Ho Ho Ho, Merry…  Ehhh… Not so fast.  For so many of us, the holidays can be a super stressful and challenging time.  On top of the regular challenges we face during the holidays (what presents to buy, how many treats to indulge in, which ugly sweater to wear), LGBTQ young people often face many other obstacles to having wonderful holiday cheer.

At The Trevor Project, we hear from young people from all kinds of backgrounds about their experiences with the holidays. This might include traveling home for the holidays, spending more time than normal with family while being on break from school, or not going home at all. Of course, some young people return to supportive or welcoming homes and loved ones.  However, this doesn’t necessarily protect them from potentially triggering or traumatic situations.
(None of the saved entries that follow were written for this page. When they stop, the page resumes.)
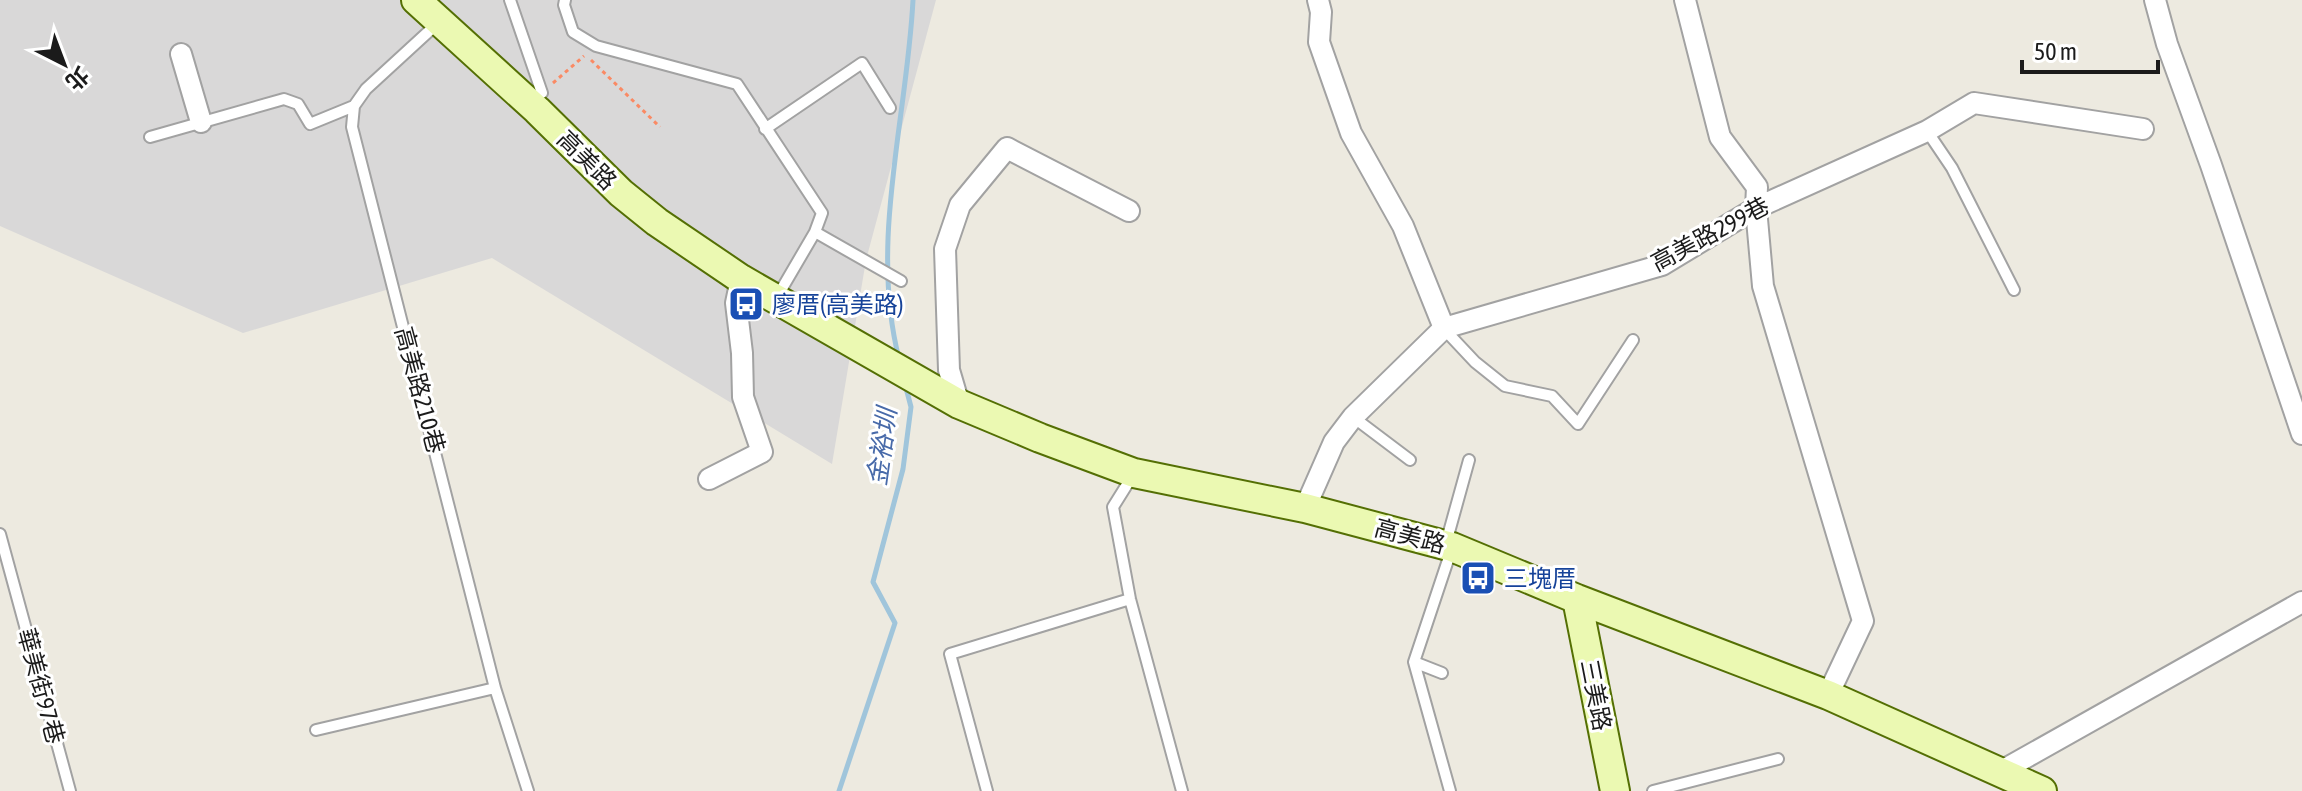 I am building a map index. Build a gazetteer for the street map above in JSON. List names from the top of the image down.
{
  "streets": {
    "street": ["高美路", "高美路299巷", "三美路"],
    "lane": ["高美路210巷", "華美街97巷"]
  },
  "crossings": [
    ["高美路", "高美路299巷"],
    ["高美路", "三美路"]
  ],
  "water": ["金裕圳"],
  "places": {
    "bus stop": ["廖厝(高美路)", "三塊厝"]
  },
  "scale_bar": "50 m",
  "north": "bottom right"
}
All of these different situations might bring up experiences like:

– Having family members who may be openly hostile towards your LGBTQ identity;

– Being around family and having to go back into the closet, even if you’re out in other environments; this can be especially difficult for trans*, genderqueer, or gender non-conforming youth who may have to revert to unwanted gender expressions, names or pronouns;

– Not feeling safe or supported enough to go home or visit family;

– Watching friends and loved ones visit their families when you have faced rejection or hostility from your own;

– Being homeless due to family rejection or hostility – something that really impacts our community. 

While we can’t possibly cover every “what if”, we do know that every young person deserves the chance to thrive, regardless of their identities.  So, we had the ENTIRE staff at The Trevor Project come together and brainstorm Holiday Self Care Ideas for YOU. Here is what we came up with:

– Budget personal time to decompress. You don’t have to be around people all the time, despite what it may seem like.
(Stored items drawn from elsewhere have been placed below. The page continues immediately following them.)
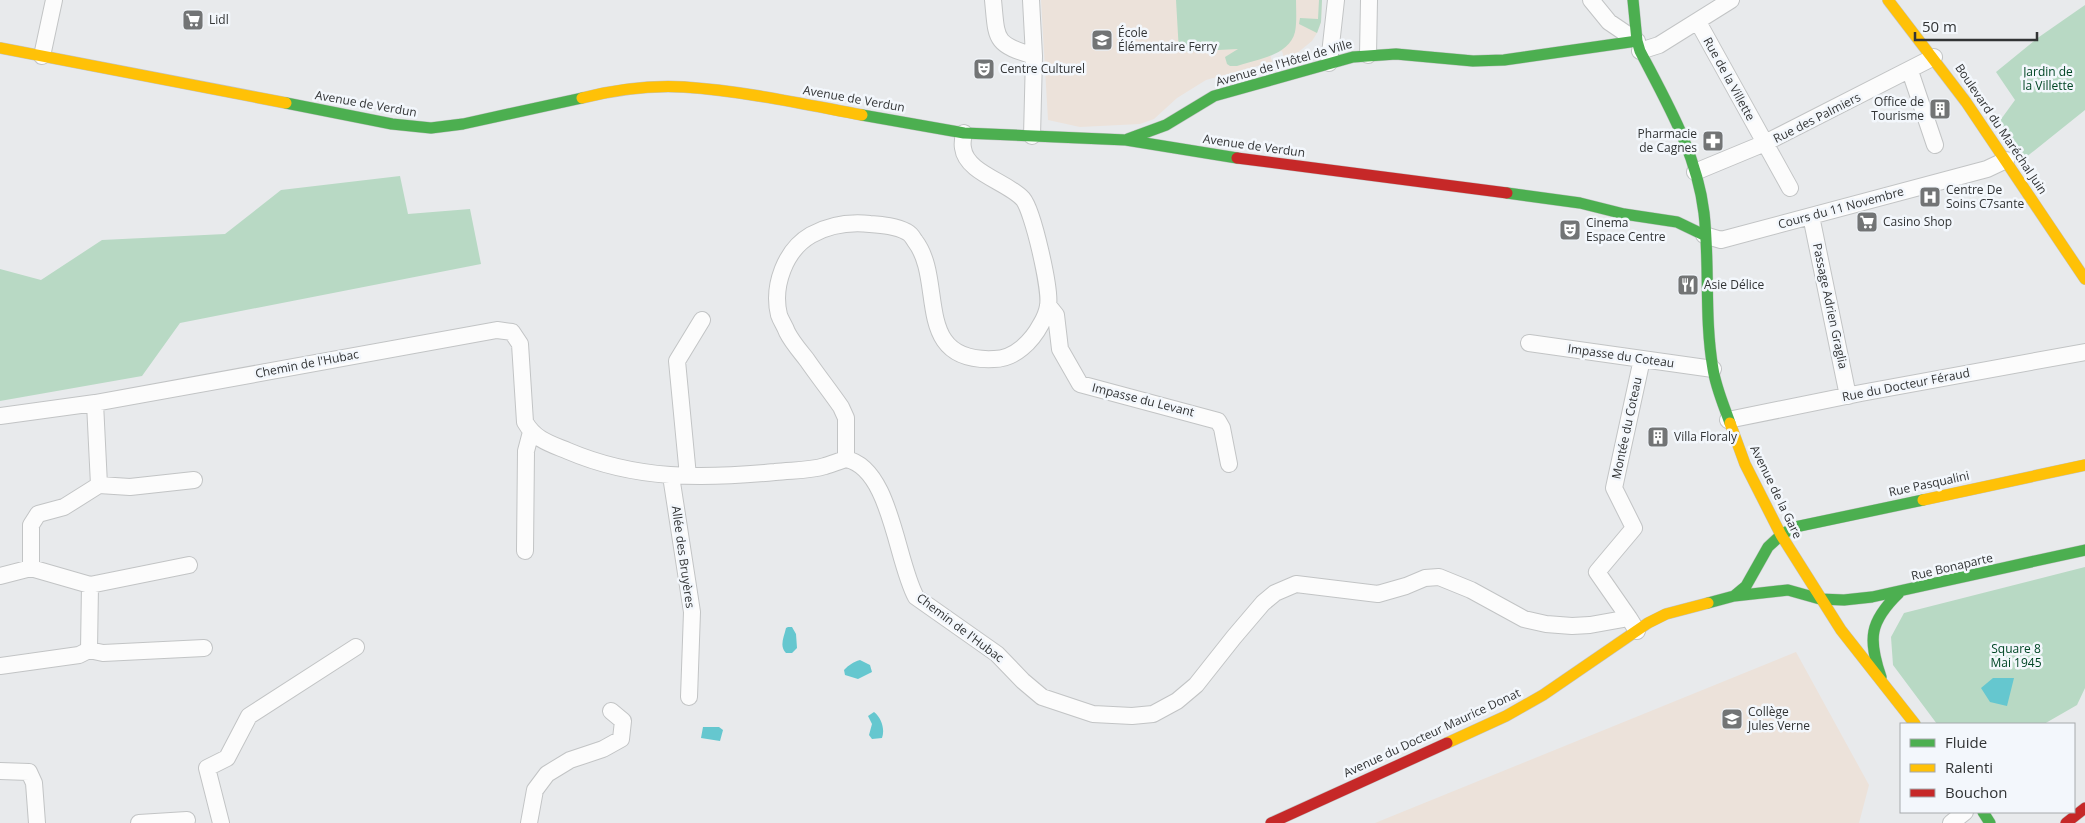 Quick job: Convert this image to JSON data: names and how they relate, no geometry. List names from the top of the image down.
{
  "streets": {
    "main road": [
      "Avenue de l'Hôtel de Ville",
      "Avenue de Verdun",
      "Boulevard du Maréchal Juin",
      "Rue Pasqualini",
      "Avenue de la Gare",
      "Rue Bonaparte",
      "Avenue du Docteur Maurice Donat"
    ],
    "street": [
      "Rue de la Villette",
      "Rue des Palmiers",
      "Cours du 11 Novembre",
      "Passage Adrien Graglia",
      "Impasse du Coteau",
      "Chemin de l'Hubac",
      "Rue du Docteur Féraud",
      "Impasse du Levant",
      "Montée du Coteau",
      "Allée des Bruyères"
    ]
  },
  "crossings": [
    ["Avenue de l'Hôtel de Ville", "Avenue de Verdun"],
    ["Avenue de l'Hôtel de Ville", "Avenue de la Gare"],
    ["Rue de la Villette", "Rue des Palmiers"],
    ["Avenue de Verdun", "Cours du 11 Novembre"],
    ["Avenue de Verdun", "Avenue de la Gare"],
    ["Rue des Palmiers", "Boulevard du Maréchal Juin"],
    ["Rue des Palmiers", "Avenue de la Gare"],
    ["Boulevard du Maréchal Juin", "Cours du 11 Novembre"],
    ["Cours du 11 Novembre", "Passage Adrien Graglia"],
    ["Cours du 11 Novembre", "Avenue de la Gare"],
    ["Passage Adrien Graglia", "Rue du Docteur Féraud"],
    ["Impasse du Coteau", "Montée du Coteau"],
    ["Impasse du Coteau", "Avenue de la Gare"],
    ["Chemin de l'Hubac", "Montée du Coteau"],
    ["Chemin de l'Hubac", "Avenue du Docteur Maurice Donat"],
    ["Rue du Docteur Féraud", "Avenue de la Gare"],
    ["Montée du Coteau", "Avenue du Docteur Maurice Donat"],
    ["Rue Pasqualini", "Avenue de la Gare"],
    ["Avenue de la Gare", "Rue Bonaparte"],
    ["Avenue de la Gare", "Avenue du Docteur Maurice Donat"],
    ["Rue Bonaparte", "Avenue du Docteur Maurice Donat"]
  ],
  "parks": ["Jardin de la Villette", "Square 8 Mai 1945"],
  "places": {
    "supermarket": ["Lidl", "Casino Shop"],
    "school or university": ["École Élémentaire Ferry", "Collège Jules Verne"],
    "theatre": ["Centre Culturel", "Cinema Espace Centre"],
    "building": ["Office de Tourisme", "Villa Floraly"],
    "pharmacy": ["Pharmacie de Cagnes"],
    "hospital": ["Centre De Soins C7sante"],
    "restaurant": ["Asie Délice"]
  },
  "legend": ["Fluide", "Ralenti", "Bouchon"],
  "scale_bar": "50 m"
}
– Take walks: Try making playlists to match your mood.

– Create a self-care corner: Place happy reminders or notes in mirrors, on your dresser, or in a bag to brighten your day along the way.

– Brainstorm “safe” conversation topics for family.  Try to find neutral topics that decrease the likelihood for offense or pain.

– Plan game time for family/friends: This takes away the pressure to create conversation!

– Try to keep in touch with your chosen family/friends while you’re away from them. Schedule phone or chat dates regularly or for times when you think you might need them.

– Try to acknowledge the things in your life you’re grateful for, or things you’ve accomplished that you’re proud of (big or small). Write them down. If you keep this list in your phone, you can pull it up whenever/wherever.

– Don’t overextend yourself financially if you don’t want to.  You can give gifts and appreciation cheaply or free!

– Give away items you don’t need to charities or shelters.

– Sing! Practice self-karaoke!

– If religion is an important part of the holidays for you, try finding a welcoming congregation in the National LGBTQ Task Force’s Institute for Welcoming Resources.

– Identify safe places if you’re traveling somewhere. Are there Community Centers, or LGBTQ-inclusive spaces in the area in case you need a place to go? Sometimes the best place to go is to an online community. YouTube has a bunch of awesome people and videos to lend support and a giggle or two (I dare you to not smile at this video) Also, TrevorSpace is an online community for LGBTQ youth ages 13-24 from all over the world, and it’s a great place to find support.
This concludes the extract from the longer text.